Computer Instructions
Computer instructions are written in binary, also known as machine code.
Computer hardware operates on a series of these binary instructions
through pulsating power signals that signify either OFF or ON based on the
binary digits 0 and 1 respectively.
Registers
A register is a volatile memory system that provides the CPU with rapid
access to information it is immediately using.
Functions of a register:
- Store temporary data for immediate
processing by the ALU
- Hold "flag" information if an operation
results in overflow or triggers other flags
- Hold the location of the next instruction
to be processed by the CPU
Instruction set architecture (ISA) describes the processor (CPU) in terms of what the assembly
language programmer sees, i.e. (a) the instruction set and instruction format, (b) Memory Model
and addressing methods and (c) the programmer accessible Registers.
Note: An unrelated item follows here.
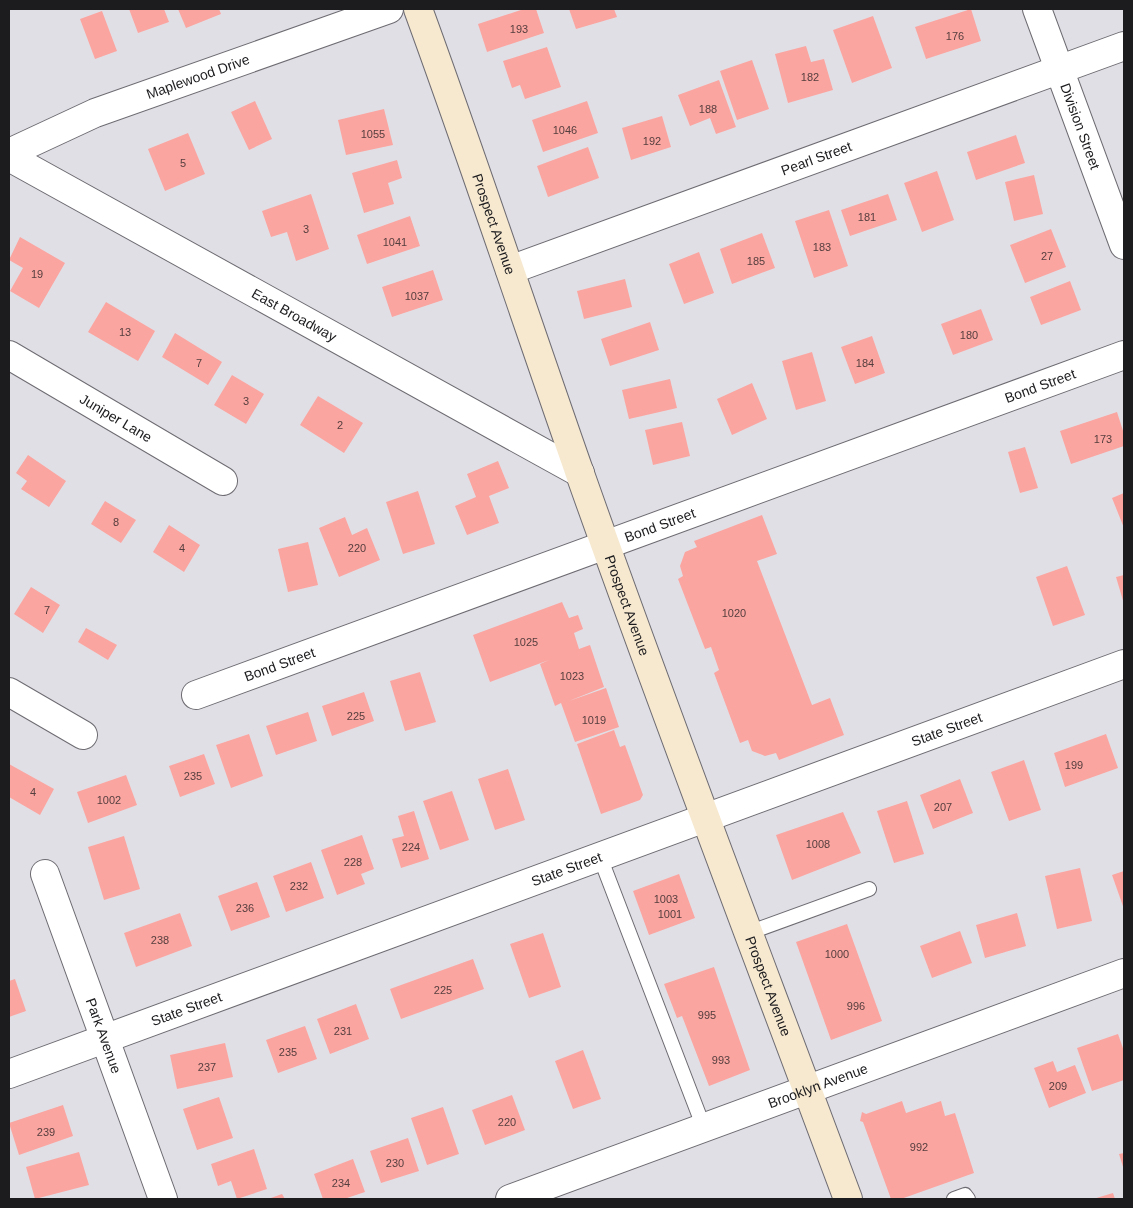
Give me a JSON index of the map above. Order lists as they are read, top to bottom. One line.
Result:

These three details of the
computer are also called Programmer's Model of a Computer. The architecture design goes along
with all the above.
Size of Operands
Although CPU brings instructions from Main Memory and executes, some kind of Internal storage is
required to carry out the instruction execution. This Internal Storage has a place in Instruction
format; it is also accessible to Assembly language programmers. There may also be additional
storage in the CPU which are not accessible at the Instruction level.
Stack Architecture
Accumulator Architecture
Stack Architecture
CPU Internal Storage is organized as Stack Memory and is used in the execution of instructions. A
stack resembles the array of contiguous storage locations stacked one over the other in the order of
their address. All read /write operations refer to the top of the stack (TOS). TOS is the only accessible
location in the stack. PUSH operation writes a word into the next location TOS+1 and causes this
location to become new TOS .i.e. a PUSH operation causes a stack to grow; Similarly a POP operation
reads the word form the top of the stack and updates TOS with (TOS-1) thus diminishing the stack
size. Figure 5.1 diagrammatically explains the Stack CPU operation.
Figure 5.1 Stack
CPU Operation
The addition operation C=A+B in a stack machine has the following set of instructions:
PUSH A
PUSH B
ADD
POP C
ADD instruction causes the top two words of the stack to be added in ALU; PUSH loads the data into
stack and POP causes the TOS to be read. A key component of stack CPU is Stack Pointer SP register,
which stores the internal address of TOS and automatically adjusts the TOS for every PUSH and POP
operation. A Program counter keeps track of instruction addresses in the usual manner as the
operands are taken from the stack.
A stack CPU evaluates arithmetic and other instructions using Polish notation, wherein X+Y is written
as x y +. The expressions are evaluated from left to right. The advantage of Polish notation is that it
eliminates the need for parenthesis.
In a stack machine, both instructions and operands implicitly taken from the stack. There is no
explicit memory access for operand fetch. No operand is part of the instruction. For this reason, the
stack architecture machines are called "Zero Address Machines" and the instruction set for these
machines are called Zero address instructions.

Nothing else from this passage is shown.